Но два обстоятельства успокаивали Янку в эти тревожные дни: первое — барон так и не помирился с Буби, несмотря даже на смерть Дородана; и второе — что Урматеку считал себя единственным серьезным покупателем имения, избавителем барона от публичных торгов, а значит, его благодетелем, хочет этого старик или нет! Так что Янку добивался теперь лишь исполнения некоторых формальностей, связанных с покупкой имения, но необходимых ему не для того, чтобы войти во владение имуществом, а чтобы, обладая им, войти в другое общество.

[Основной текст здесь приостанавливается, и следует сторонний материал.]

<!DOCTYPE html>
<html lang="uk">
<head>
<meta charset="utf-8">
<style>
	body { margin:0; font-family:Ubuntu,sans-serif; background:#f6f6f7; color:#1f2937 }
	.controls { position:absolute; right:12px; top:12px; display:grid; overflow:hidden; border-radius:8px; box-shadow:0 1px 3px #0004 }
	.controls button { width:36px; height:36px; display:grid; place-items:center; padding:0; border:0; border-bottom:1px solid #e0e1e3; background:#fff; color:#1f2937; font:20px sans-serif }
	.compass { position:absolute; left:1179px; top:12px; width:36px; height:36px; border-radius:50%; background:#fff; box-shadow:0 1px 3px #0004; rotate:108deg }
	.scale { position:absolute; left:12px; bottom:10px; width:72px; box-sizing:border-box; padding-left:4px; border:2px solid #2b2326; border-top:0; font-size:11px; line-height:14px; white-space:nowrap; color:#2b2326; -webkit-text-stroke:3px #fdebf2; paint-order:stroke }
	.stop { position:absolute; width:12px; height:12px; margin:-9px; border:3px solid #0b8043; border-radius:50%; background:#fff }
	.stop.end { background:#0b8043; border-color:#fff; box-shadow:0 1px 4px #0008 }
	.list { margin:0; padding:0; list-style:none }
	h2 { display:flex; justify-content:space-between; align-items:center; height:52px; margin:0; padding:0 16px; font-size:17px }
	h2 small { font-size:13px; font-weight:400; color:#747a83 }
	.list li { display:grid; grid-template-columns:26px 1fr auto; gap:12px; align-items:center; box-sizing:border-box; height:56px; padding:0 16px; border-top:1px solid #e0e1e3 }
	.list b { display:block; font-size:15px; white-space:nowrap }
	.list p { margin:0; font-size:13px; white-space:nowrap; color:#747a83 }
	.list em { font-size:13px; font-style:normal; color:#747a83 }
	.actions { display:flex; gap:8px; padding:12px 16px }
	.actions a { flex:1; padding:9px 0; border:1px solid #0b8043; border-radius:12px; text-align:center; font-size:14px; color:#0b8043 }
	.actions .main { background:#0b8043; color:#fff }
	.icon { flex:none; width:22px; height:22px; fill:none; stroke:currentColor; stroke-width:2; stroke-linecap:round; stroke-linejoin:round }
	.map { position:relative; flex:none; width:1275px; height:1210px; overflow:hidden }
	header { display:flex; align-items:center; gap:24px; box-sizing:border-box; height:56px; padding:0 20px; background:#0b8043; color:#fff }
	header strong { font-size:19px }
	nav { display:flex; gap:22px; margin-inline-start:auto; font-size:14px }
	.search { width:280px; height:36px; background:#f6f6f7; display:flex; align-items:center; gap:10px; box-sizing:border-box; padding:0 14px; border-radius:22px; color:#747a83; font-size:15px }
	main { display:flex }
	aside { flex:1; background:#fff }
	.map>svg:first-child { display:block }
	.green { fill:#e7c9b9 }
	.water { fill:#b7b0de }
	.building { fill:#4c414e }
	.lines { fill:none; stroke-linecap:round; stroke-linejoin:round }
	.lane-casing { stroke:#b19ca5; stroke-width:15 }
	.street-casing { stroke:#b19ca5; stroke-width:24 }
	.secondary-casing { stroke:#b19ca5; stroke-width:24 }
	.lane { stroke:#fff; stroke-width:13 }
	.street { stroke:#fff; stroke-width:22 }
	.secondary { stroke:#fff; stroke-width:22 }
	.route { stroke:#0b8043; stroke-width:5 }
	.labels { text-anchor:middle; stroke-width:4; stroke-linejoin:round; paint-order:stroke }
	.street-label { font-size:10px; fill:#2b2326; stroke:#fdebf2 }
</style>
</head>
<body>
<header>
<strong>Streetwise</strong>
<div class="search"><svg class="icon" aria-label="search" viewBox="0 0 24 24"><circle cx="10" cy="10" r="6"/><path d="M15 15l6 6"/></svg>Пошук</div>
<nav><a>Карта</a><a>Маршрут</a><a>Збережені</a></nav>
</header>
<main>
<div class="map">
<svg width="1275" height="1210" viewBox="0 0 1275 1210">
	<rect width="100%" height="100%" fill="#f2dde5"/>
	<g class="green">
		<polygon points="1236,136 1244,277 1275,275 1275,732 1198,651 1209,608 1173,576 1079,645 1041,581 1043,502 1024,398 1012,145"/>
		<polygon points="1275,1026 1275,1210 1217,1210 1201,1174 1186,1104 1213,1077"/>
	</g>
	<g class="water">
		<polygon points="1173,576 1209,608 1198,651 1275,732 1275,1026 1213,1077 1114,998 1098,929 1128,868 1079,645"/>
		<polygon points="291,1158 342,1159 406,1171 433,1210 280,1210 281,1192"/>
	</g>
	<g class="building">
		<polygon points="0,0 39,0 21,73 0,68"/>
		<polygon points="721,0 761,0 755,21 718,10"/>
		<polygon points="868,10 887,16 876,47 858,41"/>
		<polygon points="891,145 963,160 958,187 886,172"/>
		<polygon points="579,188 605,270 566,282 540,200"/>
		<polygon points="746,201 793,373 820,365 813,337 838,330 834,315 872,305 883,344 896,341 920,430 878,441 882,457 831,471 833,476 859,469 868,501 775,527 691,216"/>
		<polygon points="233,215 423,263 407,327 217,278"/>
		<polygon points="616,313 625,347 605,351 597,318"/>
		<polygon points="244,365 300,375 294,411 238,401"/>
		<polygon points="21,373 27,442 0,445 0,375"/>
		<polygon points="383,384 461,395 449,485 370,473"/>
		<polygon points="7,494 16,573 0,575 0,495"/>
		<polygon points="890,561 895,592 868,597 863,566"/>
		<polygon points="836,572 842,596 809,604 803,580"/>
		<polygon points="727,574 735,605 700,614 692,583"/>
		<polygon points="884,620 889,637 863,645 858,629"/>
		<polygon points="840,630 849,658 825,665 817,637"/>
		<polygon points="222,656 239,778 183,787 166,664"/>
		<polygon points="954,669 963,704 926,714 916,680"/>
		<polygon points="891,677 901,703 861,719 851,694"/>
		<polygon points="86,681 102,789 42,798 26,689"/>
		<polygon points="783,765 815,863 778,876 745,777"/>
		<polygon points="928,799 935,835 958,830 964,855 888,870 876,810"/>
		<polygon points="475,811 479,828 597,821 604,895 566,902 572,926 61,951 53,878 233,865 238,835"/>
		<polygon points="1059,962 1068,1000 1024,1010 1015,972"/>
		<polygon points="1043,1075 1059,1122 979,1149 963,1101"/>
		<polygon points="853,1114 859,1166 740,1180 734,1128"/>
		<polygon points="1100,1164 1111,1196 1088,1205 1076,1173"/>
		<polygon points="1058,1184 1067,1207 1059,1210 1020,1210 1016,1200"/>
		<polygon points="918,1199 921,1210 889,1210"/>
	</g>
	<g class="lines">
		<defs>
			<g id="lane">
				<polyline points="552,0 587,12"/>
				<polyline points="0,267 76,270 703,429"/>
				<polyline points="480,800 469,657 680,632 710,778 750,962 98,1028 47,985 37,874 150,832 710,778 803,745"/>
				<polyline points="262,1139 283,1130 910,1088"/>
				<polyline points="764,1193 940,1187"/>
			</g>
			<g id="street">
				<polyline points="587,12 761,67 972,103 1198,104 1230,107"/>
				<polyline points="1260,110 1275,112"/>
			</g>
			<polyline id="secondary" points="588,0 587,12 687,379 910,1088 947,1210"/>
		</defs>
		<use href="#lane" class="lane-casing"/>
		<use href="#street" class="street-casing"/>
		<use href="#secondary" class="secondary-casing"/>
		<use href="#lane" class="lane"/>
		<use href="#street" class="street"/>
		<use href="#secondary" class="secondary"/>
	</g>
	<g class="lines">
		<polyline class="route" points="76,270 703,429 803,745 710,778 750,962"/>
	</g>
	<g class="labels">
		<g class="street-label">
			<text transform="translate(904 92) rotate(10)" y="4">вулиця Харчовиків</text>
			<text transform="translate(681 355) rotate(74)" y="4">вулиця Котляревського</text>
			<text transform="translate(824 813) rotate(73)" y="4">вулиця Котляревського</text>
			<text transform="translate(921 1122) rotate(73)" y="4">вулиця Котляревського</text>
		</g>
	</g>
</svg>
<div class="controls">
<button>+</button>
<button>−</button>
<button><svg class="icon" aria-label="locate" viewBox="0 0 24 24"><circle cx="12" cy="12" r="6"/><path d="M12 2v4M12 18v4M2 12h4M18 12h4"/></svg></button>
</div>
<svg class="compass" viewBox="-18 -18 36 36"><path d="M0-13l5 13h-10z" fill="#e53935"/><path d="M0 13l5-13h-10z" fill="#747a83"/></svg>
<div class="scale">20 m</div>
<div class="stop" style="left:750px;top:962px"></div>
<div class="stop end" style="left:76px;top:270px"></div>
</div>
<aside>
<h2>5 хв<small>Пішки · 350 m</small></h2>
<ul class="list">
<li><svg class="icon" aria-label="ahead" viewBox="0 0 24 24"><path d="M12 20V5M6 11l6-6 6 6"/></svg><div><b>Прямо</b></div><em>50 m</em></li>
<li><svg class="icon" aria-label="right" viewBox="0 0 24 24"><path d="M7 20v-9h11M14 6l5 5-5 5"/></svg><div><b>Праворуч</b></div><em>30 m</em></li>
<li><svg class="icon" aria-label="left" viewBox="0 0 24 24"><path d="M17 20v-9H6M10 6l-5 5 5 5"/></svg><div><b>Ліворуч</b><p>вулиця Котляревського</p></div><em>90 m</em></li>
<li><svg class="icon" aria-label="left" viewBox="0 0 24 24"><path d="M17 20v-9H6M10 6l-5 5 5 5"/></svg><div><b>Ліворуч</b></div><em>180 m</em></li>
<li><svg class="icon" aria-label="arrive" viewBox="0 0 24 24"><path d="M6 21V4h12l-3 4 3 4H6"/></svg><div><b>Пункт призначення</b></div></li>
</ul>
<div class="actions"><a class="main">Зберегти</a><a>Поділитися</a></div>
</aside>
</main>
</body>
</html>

При встрече барон был необыкновенно молчалив, предоставив говорить своему управляющему. Янку красочно обрисовал положение: кредитор, который для барона существовал в единственном лице — и был известен только по имени — господин Лефтер! — не желает больше ждать; деньги, вложенные в фабрику, потеряны навсегда (имя Буби Урматеку заменил словом «предприятие», мимоходом указав на его несостоятельность); всех доходов едва-едва хватит на то, чтобы расплатиться с долгами и покрыть нужды на содержание домов барона и домницы Наталии. Потом он поговорил немного и о себе, о своих неусыпных трудах и преданности барону; о своих отцовских чувствах и о мечте видеть Амелику выше и лучше себя самого; о своей признательности барону за неизменную доброту, под конец сказав и о недвижимости, владеть которой он достоин, не преминув напомнить барону о дарственной. После чего он выспренне заговорил о надежности землевладения, повторяя, что безделушки, сколь бы ни были они многочисленны и драгоценны, хрупки и неосновательны. Что же касается денег, необходимых для выкупа закладной, то Урматеку поклялся, что влез по горло в долги, по гроб жизни связав себя по рукам и ногам. Говорил он долго, то быстро, то медленно, то почтительно стоя перед бароном, то большими шагами меряя комнату; как свой человек в доме, брал в руки безделушки и переставлял их с места на место, закуривал сигару и пускал дым кольцами вверх или вниз, смотря по тому, чувствовал он надежду или неуверенность. Отстаивая свои кровные интересы, Урматеку чего только не делал: воздевал руки вверх и простирал их вперед, сплетал пальцы и сжимал кулаки. Он смотрел искоса и холодно сверкал глазами, слова его то тонули во вздохах, то звучали отрывисто и повелительно. Если бы было кому все это строго взвесить и оценить (а барон мог бы это сделать, но было ему не до строгости), сразу бы стало очевидно, что Урматеку мечется между неопределенностью и уверенностью, между желанием и опасениями. Единственное, чего не хватало Урматеку, так это плавности. Он был во власти то одного, то другого чувства. Но какие бы чувства его ни одолевали, нетерпение и жадность сквозили во всем, и как ни пытался он их скрыть, они обнаруживали себя в его восклицаниях: «И у меня будет земля!», «Вот я и помещик!».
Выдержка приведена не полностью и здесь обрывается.